■ **TASK**:
Extract every record, keeping each one exactly as it is.

■ **THE DATA**:
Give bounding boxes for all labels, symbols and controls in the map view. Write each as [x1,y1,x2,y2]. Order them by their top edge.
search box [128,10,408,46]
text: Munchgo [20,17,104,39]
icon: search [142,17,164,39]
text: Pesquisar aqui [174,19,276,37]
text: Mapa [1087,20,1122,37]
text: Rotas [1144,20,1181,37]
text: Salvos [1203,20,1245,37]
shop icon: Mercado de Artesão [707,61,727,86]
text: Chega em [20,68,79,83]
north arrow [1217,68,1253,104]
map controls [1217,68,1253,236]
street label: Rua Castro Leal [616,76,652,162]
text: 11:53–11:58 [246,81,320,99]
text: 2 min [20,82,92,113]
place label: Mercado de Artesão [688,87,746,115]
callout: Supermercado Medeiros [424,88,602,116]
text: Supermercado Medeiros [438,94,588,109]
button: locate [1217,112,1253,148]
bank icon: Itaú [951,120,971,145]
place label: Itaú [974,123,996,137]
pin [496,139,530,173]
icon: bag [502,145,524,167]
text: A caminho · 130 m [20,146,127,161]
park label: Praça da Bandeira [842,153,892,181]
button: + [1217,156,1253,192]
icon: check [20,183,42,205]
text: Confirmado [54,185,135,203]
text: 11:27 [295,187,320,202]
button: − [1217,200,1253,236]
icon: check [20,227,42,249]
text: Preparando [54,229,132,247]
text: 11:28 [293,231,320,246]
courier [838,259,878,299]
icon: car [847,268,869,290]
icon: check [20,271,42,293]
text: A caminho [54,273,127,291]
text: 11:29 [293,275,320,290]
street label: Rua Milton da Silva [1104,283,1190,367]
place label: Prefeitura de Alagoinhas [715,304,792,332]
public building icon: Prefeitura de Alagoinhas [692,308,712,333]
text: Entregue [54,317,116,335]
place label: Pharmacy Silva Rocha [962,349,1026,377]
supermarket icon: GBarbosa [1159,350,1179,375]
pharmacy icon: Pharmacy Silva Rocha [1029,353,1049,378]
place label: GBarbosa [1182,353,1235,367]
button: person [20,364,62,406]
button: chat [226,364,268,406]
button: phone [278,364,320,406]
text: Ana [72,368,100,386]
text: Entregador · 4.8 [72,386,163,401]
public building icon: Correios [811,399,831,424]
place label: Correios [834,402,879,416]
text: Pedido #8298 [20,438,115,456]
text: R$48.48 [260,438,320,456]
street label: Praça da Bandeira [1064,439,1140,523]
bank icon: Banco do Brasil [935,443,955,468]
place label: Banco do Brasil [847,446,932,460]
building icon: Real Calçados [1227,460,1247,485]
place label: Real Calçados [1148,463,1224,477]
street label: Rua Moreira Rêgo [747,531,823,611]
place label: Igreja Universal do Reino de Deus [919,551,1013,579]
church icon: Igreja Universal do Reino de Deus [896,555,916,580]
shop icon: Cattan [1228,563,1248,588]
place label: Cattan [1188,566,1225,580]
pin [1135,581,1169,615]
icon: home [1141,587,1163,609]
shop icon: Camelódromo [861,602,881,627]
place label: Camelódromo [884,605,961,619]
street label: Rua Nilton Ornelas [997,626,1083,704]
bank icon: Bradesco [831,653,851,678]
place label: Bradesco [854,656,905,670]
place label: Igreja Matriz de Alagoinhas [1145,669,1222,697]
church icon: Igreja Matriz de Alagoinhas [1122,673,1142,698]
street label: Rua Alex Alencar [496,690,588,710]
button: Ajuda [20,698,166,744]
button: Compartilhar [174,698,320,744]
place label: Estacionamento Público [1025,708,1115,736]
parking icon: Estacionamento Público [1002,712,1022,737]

■ **REPLY TO THE TASK**:
Give bounding boxes for all labels, symbols and controls in the map view. Write each as [x1,y1,x2,y2]. Order them by their top edge.
search box [128,10,408,46]
text: Munchgo [20,17,104,39]
icon: search [142,17,164,39]
text: Pesquisar aqui [174,19,276,37]
text: Mapa [1087,20,1122,37]
text: Rotas [1144,20,1181,37]
text: Salvos [1203,20,1245,37]
shop icon: Mercado de Artesão [707,61,727,86]
text: Chega em [20,68,79,83]
north arrow [1217,68,1253,104]
map controls [1217,68,1253,236]
street label: Rua Castro Leal [616,76,652,162]
text: 11:53–11:58 [246,81,320,99]
text: 2 min [20,82,92,113]
place label: Mercado de Artesão [688,87,746,115]
callout: Supermercado Medeiros [424,88,602,116]
text: Supermercado Medeiros [438,94,588,109]
button: locate [1217,112,1253,148]
bank icon: Itaú [951,120,971,145]
place label: Itaú [974,123,996,137]
pin [496,139,530,173]
icon: bag [502,145,524,167]
text: A caminho · 130 m [20,146,127,161]
park label: Praça da Bandeira [842,153,892,181]
button: + [1217,156,1253,192]
icon: check [20,183,42,205]
text: Confirmado [54,185,135,203]
text: 11:27 [295,187,320,202]
button: − [1217,200,1253,236]
icon: check [20,227,42,249]
text: Preparando [54,229,132,247]
text: 11:28 [293,231,320,246]
courier [838,259,878,299]
icon: car [847,268,869,290]
icon: check [20,271,42,293]
text: A caminho [54,273,127,291]
text: 11:29 [293,275,320,290]
street label: Rua Milton da Silva [1104,283,1190,367]
place label: Prefeitura de Alagoinhas [715,304,792,332]
public building icon: Prefeitura de Alagoinhas [692,308,712,333]
text: Entregue [54,317,116,335]
place label: Pharmacy Silva Rocha [962,349,1026,377]
supermarket icon: GBarbosa [1159,350,1179,375]
pharmacy icon: Pharmacy Silva Rocha [1029,353,1049,378]
place label: GBarbosa [1182,353,1235,367]
button: person [20,364,62,406]
button: chat [226,364,268,406]
button: phone [278,364,320,406]
text: Ana [72,368,100,386]
text: Entregador · 4.8 [72,386,163,401]
public building icon: Correios [811,399,831,424]
place label: Correios [834,402,879,416]
text: Pedido #8298 [20,438,115,456]
text: R$48.48 [260,438,320,456]
street label: Praça da Bandeira [1064,439,1140,523]
bank icon: Banco do Brasil [935,443,955,468]
place label: Banco do Brasil [847,446,932,460]
building icon: Real Calçados [1227,460,1247,485]
place label: Real Calçados [1148,463,1224,477]
street label: Rua Moreira Rêgo [747,531,823,611]
place label: Igreja Universal do Reino de Deus [919,551,1013,579]
church icon: Igreja Universal do Reino de Deus [896,555,916,580]
shop icon: Cattan [1228,563,1248,588]
place label: Cattan [1188,566,1225,580]
pin [1135,581,1169,615]
icon: home [1141,587,1163,609]
shop icon: Camelódromo [861,602,881,627]
place label: Camelódromo [884,605,961,619]
street label: Rua Nilton Ornelas [997,626,1083,704]
bank icon: Bradesco [831,653,851,678]
place label: Bradesco [854,656,905,670]
place label: Igreja Matriz de Alagoinhas [1145,669,1222,697]
church icon: Igreja Matriz de Alagoinhas [1122,673,1142,698]
street label: Rua Alex Alencar [496,690,588,710]
button: Ajuda [20,698,166,744]
button: Compartilhar [174,698,320,744]
place label: Estacionamento Público [1025,708,1115,736]
parking icon: Estacionamento Público [1002,712,1022,737]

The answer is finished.